Start your answer with the line containing "Annotation task. Give" and end it with the last line of the records below, retyping every line between exactly and adding nothing.
########
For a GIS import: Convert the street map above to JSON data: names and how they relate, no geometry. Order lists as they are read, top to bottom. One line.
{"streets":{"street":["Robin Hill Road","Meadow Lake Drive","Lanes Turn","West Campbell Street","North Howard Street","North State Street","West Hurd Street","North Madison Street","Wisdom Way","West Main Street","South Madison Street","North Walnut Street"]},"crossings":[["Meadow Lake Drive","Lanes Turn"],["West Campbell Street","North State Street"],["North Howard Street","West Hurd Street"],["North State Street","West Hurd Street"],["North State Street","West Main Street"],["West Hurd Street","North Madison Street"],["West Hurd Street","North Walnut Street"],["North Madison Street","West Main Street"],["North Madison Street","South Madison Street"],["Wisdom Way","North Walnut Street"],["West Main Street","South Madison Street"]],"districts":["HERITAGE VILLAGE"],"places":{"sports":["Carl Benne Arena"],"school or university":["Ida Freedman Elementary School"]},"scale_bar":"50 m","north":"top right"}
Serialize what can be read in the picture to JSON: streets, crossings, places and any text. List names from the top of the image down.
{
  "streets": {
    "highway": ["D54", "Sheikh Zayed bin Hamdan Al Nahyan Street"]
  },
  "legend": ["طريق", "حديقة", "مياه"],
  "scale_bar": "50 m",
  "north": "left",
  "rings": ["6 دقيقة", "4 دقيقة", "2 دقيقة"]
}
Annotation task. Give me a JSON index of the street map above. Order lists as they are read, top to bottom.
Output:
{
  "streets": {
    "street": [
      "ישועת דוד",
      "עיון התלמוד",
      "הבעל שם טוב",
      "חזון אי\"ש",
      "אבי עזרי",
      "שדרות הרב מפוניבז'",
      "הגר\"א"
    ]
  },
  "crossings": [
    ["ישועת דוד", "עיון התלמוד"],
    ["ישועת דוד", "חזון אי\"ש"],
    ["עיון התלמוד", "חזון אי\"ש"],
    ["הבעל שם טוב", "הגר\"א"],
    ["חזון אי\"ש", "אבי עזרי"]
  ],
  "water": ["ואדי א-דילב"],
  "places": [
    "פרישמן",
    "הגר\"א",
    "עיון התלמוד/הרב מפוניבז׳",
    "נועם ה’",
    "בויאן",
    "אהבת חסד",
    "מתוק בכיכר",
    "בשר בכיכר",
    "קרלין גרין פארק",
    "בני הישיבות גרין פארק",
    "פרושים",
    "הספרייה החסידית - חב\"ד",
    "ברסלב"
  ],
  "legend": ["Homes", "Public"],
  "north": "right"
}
########
### Finished task:
Annotation task. Give me a JSON index of the street map above. Order lists as they are read, top to bottom.
Output:
{
  "streets": {
    "street": [
      "ישועת דוד",
      "עיון התלמוד",
      "הבעל שם טוב",
      "חזון אי\"ש",
      "אבי עזרי",
      "שדרות הרב מפוניבז'",
      "הגר\"א"
    ]
  },
  "crossings": [
    ["ישועת דוד", "עיון התלמוד"],
    ["ישועת דוד", "חזון אי\"ש"],
    ["עיון התלמוד", "חזון אי\"ש"],
    ["הבעל שם טוב", "הגר\"א"],
    ["חזון אי\"ש", "אבי עזרי"]
  ],
  "water": ["ואדי א-דילב"],
  "places": [
    "פרישמן",
    "הגר\"א",
    "עיון התלמוד/הרב מפוניבז׳",
    "נועם ה’",
    "בויאן",
    "אהבת חסד",
    "מתוק בכיכר",
    "בשר בכיכר",
    "קרלין גרין פארק",
    "בני הישיבות גרין פארק",
    "פרושים",
    "הספרייה החסידית - חב\"ד",
    "ברסלב"
  ],
  "legend": ["Homes", "Public"],
  "north": "right"
}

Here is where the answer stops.